In the United States, the innovation, bravery, courage, and determination of women are being celebrated during March’s Women’s History Month, to ensure a collective progressive attitude toward women. Circa 1792, Mary Wollstonecrafts wrote a book called, “A Vindication of the Rights of Woman.” It was the beginning of a long battle.

In 1893, New Zealand granted women suffrage on the national level. Australia followed in 1902, but American, British, and Canadian women did not win the same rights until the end of World War I.

Modern women reflect on History, for example, Linda Wilson, upstate New York resident, recalls Eleanor Roosevelt, Inez Cole, and Caperton Preston, saying, “These women don’t inspire me in a specific way to ‘do’ something specific in life. Rather they inspire my realization that women can forge their own path,” says Linda Wilson, who was reared during the 1940’s and 50’s when women were seen primarily as wives-mothers-nurses-teachers. “Women should never let a cultural norm prevent them from taking a path that runs against the cultural grain.”

Wilson not only described to me the accomplishments of Roosevelt, Cole and Preston, but also added a funny side-note related to Preston, showing women are noteworthy yet practical loveable human beings.

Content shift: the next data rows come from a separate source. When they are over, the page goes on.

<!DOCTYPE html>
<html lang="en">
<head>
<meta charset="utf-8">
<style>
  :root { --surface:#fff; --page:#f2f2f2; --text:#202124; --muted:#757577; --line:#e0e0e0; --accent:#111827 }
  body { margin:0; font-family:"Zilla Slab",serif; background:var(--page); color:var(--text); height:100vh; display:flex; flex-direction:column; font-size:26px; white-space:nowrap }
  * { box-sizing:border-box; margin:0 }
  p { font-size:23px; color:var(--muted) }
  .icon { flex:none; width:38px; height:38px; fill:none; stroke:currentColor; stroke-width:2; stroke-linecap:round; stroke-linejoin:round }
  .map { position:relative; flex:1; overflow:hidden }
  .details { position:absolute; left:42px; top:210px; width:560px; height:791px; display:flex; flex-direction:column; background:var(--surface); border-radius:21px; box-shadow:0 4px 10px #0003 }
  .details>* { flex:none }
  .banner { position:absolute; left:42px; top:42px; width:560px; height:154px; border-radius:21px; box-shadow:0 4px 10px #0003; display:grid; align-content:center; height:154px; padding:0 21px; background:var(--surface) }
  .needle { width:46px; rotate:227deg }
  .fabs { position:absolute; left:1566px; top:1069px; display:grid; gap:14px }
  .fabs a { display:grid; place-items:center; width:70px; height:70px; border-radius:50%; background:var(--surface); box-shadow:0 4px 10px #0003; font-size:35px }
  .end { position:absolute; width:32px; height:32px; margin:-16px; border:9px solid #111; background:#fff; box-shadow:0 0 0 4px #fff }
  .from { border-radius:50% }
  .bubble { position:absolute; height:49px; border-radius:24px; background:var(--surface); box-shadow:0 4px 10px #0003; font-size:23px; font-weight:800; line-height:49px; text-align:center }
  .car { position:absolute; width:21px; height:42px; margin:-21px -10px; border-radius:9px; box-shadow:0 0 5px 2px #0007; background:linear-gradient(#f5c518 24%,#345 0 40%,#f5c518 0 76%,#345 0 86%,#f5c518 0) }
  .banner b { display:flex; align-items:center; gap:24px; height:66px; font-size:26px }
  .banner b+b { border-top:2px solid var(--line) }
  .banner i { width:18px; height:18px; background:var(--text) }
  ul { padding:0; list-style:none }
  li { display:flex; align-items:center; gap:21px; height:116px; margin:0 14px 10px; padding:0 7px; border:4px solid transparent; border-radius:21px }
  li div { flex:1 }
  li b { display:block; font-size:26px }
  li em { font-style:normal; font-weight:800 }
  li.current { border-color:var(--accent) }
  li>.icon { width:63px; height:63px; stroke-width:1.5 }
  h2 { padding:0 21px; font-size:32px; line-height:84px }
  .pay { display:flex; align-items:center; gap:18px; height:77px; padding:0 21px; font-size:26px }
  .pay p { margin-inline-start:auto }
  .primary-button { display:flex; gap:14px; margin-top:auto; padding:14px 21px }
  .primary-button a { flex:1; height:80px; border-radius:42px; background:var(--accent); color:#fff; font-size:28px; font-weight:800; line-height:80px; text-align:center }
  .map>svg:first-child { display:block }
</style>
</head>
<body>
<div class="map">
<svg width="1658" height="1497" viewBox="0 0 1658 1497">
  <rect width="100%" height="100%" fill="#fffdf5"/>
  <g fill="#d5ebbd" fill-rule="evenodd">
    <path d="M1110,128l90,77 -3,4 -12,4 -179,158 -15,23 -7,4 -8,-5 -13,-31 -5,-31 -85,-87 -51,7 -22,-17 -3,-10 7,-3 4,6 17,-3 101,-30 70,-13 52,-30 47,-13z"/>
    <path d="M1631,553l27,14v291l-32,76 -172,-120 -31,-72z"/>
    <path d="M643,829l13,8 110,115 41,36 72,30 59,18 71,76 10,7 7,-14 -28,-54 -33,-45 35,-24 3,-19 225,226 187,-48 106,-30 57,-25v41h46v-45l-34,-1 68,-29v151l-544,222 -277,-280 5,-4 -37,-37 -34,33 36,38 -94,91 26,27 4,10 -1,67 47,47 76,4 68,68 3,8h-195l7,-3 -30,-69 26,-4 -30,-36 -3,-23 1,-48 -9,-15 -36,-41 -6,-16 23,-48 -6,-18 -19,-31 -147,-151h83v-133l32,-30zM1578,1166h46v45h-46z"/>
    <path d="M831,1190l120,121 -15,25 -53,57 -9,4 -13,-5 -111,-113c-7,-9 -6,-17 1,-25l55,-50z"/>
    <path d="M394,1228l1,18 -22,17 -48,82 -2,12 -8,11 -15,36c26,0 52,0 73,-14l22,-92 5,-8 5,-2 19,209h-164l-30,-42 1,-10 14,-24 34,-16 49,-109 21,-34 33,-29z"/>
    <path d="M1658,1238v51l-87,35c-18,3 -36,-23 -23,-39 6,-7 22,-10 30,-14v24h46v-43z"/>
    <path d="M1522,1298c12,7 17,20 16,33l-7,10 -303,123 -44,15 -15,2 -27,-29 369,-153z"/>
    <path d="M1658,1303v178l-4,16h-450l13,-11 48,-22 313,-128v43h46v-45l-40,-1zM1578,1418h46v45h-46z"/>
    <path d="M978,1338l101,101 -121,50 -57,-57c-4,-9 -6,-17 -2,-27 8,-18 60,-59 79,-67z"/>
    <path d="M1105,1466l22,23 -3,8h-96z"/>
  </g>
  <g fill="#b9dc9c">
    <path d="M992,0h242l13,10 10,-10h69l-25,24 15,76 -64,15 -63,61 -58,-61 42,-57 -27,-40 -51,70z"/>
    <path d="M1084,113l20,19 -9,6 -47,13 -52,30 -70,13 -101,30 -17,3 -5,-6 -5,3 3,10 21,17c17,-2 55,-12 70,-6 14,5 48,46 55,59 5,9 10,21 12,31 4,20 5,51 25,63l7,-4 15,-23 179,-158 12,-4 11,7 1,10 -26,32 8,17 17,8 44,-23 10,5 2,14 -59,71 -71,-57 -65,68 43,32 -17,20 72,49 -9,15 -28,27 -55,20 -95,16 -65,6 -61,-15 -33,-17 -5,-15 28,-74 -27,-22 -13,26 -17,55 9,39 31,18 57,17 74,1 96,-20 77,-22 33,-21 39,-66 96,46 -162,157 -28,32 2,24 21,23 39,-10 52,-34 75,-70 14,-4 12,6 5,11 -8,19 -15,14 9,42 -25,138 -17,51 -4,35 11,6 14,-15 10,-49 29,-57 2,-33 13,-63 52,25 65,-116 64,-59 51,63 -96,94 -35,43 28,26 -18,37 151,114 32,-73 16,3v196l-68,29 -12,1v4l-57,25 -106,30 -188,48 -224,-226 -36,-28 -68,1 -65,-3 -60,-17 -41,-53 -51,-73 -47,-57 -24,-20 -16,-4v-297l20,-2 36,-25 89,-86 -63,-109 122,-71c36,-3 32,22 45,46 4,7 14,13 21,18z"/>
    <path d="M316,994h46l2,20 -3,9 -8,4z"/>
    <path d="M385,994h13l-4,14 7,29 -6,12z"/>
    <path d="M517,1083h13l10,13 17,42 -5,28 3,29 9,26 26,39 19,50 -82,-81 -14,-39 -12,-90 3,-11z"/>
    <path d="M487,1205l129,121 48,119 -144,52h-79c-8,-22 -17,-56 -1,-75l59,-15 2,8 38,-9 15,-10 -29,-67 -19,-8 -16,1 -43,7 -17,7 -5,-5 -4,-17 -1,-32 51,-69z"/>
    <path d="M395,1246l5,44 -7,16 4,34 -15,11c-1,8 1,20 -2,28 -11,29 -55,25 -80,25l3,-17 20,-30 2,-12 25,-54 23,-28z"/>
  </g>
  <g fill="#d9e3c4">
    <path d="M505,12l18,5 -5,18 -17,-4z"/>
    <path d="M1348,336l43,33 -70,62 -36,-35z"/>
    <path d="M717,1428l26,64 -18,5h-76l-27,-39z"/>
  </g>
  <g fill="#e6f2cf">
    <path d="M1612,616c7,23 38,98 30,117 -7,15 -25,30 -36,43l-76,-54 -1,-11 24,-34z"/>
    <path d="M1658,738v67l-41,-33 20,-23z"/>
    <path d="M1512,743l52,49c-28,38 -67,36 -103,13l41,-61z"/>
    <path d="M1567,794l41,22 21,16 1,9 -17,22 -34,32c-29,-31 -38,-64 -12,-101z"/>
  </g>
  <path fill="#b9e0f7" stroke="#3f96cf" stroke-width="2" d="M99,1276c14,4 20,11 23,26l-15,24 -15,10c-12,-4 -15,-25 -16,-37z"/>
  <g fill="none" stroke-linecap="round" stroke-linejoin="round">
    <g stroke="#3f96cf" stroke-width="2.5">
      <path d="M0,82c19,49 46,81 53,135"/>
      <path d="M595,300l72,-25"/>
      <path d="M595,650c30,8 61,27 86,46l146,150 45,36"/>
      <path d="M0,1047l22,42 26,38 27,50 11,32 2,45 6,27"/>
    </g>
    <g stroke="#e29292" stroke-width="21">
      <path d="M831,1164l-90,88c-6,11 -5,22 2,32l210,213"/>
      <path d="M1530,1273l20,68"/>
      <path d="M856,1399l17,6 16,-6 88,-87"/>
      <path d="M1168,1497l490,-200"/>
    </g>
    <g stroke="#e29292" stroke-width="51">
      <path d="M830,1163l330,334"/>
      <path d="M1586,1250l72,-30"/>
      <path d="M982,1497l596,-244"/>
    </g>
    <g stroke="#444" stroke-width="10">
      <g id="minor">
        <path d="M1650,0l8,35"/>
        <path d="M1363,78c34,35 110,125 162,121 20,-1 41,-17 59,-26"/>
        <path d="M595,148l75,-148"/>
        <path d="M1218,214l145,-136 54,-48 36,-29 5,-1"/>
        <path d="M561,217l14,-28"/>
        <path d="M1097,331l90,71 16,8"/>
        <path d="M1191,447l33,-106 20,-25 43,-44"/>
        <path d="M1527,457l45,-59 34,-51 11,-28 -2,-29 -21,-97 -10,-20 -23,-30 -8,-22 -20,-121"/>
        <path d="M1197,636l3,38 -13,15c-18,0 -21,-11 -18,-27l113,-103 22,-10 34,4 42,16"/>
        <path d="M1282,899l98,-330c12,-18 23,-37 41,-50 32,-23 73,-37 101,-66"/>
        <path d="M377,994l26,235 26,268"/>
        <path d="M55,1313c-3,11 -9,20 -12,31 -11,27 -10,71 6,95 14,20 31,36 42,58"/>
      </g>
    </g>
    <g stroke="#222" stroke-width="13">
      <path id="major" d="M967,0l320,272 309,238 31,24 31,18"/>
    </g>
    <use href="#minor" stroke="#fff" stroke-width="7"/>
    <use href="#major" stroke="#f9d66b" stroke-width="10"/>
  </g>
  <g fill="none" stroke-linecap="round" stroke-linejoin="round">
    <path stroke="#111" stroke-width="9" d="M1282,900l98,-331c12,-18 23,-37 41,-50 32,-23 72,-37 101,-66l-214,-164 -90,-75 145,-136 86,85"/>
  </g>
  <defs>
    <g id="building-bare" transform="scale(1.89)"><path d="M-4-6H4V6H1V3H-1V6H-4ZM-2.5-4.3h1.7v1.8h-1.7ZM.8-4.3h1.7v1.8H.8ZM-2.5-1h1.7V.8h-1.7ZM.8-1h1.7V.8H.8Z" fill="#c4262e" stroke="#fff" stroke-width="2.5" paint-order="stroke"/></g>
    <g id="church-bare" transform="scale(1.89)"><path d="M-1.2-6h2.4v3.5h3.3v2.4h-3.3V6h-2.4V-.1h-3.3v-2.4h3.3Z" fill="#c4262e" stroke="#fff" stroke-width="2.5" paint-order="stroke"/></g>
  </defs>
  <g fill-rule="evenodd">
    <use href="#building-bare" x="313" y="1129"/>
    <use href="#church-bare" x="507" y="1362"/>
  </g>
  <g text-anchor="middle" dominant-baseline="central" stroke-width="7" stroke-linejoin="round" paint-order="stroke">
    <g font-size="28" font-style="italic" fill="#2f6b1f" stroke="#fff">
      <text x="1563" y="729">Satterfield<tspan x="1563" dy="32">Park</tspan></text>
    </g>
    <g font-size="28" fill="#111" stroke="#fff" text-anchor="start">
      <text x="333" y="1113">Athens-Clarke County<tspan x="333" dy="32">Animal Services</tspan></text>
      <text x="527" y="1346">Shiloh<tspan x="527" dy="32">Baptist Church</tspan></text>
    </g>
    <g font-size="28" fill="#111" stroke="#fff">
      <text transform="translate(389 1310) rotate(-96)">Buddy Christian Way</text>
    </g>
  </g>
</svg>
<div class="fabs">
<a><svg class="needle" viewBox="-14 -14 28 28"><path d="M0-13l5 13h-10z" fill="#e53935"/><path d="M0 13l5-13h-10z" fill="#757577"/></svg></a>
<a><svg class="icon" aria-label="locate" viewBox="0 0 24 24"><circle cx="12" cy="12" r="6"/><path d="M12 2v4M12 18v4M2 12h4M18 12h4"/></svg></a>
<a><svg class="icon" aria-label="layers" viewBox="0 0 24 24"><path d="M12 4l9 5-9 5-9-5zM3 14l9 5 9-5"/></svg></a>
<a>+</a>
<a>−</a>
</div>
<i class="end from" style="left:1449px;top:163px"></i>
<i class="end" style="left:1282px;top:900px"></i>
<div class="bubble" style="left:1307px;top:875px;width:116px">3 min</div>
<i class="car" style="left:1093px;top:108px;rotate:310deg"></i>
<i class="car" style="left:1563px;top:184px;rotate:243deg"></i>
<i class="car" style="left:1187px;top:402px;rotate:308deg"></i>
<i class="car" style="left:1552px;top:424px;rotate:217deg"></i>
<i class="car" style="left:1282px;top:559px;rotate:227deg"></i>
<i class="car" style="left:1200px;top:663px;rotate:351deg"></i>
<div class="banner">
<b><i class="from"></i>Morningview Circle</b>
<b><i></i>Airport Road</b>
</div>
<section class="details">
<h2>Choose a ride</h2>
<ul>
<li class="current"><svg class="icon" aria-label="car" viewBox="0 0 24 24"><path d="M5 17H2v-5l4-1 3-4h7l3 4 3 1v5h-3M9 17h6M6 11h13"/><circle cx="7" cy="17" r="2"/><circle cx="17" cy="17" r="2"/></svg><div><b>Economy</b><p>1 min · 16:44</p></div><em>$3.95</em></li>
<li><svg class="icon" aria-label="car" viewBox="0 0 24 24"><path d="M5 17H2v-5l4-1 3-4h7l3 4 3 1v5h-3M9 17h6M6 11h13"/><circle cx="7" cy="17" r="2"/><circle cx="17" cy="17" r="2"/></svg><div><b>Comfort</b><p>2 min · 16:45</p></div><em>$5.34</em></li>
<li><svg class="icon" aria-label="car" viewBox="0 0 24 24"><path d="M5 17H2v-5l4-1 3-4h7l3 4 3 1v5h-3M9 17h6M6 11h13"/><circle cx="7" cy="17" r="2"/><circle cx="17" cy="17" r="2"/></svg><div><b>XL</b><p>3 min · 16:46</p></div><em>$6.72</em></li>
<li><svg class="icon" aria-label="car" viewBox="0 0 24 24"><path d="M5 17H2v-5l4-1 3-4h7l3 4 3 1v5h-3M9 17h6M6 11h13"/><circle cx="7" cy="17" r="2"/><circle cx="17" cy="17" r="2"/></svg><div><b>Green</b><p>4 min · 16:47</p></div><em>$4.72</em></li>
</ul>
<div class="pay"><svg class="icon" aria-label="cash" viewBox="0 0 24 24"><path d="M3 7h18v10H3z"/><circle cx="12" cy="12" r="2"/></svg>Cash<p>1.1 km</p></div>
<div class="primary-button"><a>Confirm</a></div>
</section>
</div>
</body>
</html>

At the age of 88 years, Miss Preston had the physique and posture of a young woman. Miss Preston also taught Linda the word “jackass.” Linda was 5 years old at the time and during a dance class, Miss Preston protested, “Point your toe, you jackass!” Linda went home delighted with the new word and called her mother a jackass. Her mother asked Linda where she learned such language. “Miss Preston,” the child answered. Linda received a spanking for lying and she began crying. When Linda’s father came home, the story came out. Her dad replied, “Linda isn’t lying. That is how I learned that word.” Linda’s dad had taken ballroom dancing from Miss Preston as a teen. He accidentally tripped Caperton and she fell to the floor and said, “Get me off this floor, you jackass!”

The mental landscape of equality still needs leveling and developing, but we can do it.